A propósito de Knowdle: "El proceso de autoreconstrucción"
Hoy quiero contar el relevante papel que tiene para mí la Universidad, la Politécnica en éste caso, y muy en particular mi Facultad de Informática, en mi proceso de auto reconstrucción personal.
La verdad es que como ya os conté en el largo viaje para encontrarse uno mismo se vá muy lejos para al final del camino darse cuenta que ha llegado a su casa, el lugar de dónde salió. Aunque muchos encuentran su lugar en otras partes. Pero no es mi caso. Me críe en mi Facultad, y mi contacto con la Universidad ha sido casi contínuo.

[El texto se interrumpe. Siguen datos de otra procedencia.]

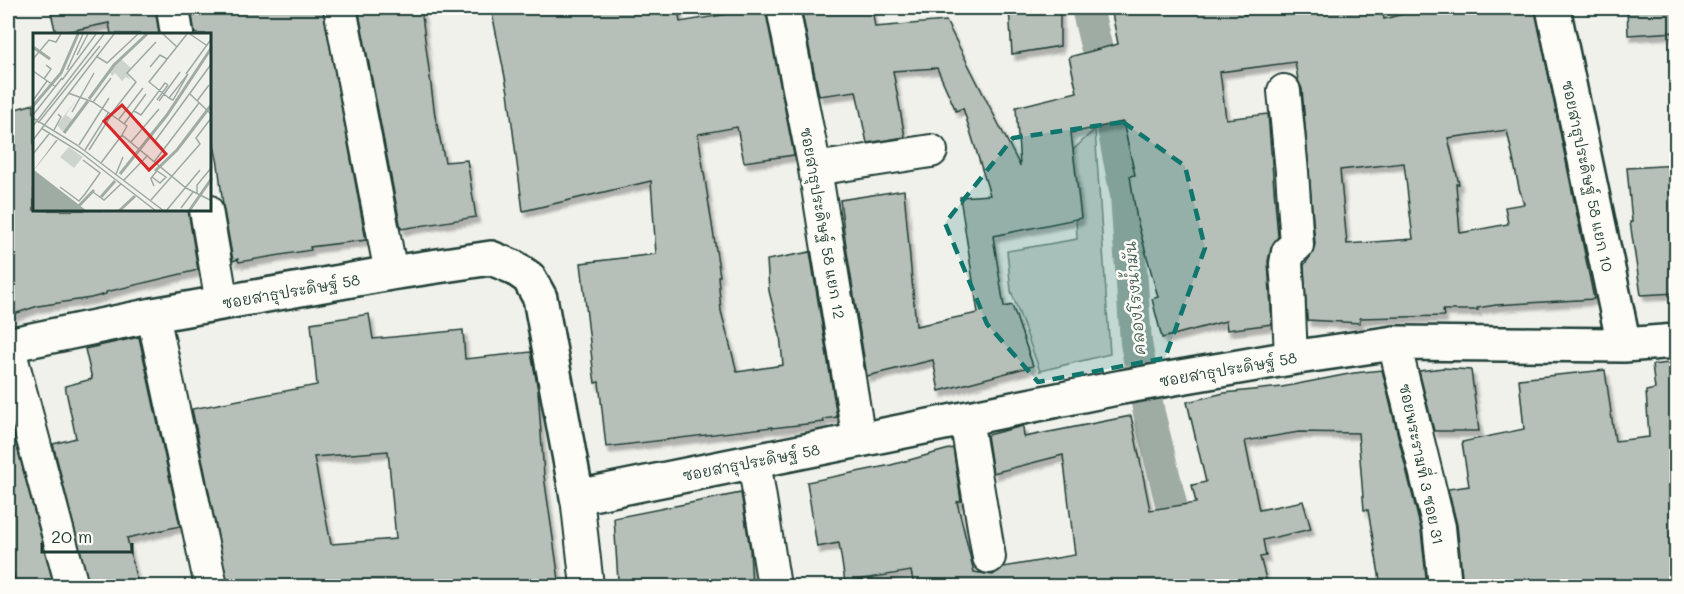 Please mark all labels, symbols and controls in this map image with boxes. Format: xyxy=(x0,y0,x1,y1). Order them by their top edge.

Incluso en mi largo y tortuoso viaje por Mallorca, dónde traté de hacer cosas con la UIB, pero no dejé de ser un foraster.
Ese viaje de siete años a Mallorca no ha dejado de ser un duro trayecto personal y profesional del que ahora trato de auto reconstruirme. Las cicatrices ya son parte de mí, no se pueden borrar, no soy el mismo, pero soy mejor, más fuerte, mas sabio, mas humilde, aunque aún no lo suficiente, afortunadamente.
Y en ese proceso de reconstrucción el papel de mi facultad es importante, de mis grandes amigos, profesores, secretarias, conserjes... siempre me hacen sentir querido y en casa. Hecho de menos a los jardineros, ya se han jubilado, los dos primeros que conocí nada más llegar a primero de facultad. Pepe ha sido el último en jubilarse hace apenas un mes. Recuerdo, como si fuera ayer la primera conversación que mantuvimos con Eloy y Pepe, !qué grandes personas!!!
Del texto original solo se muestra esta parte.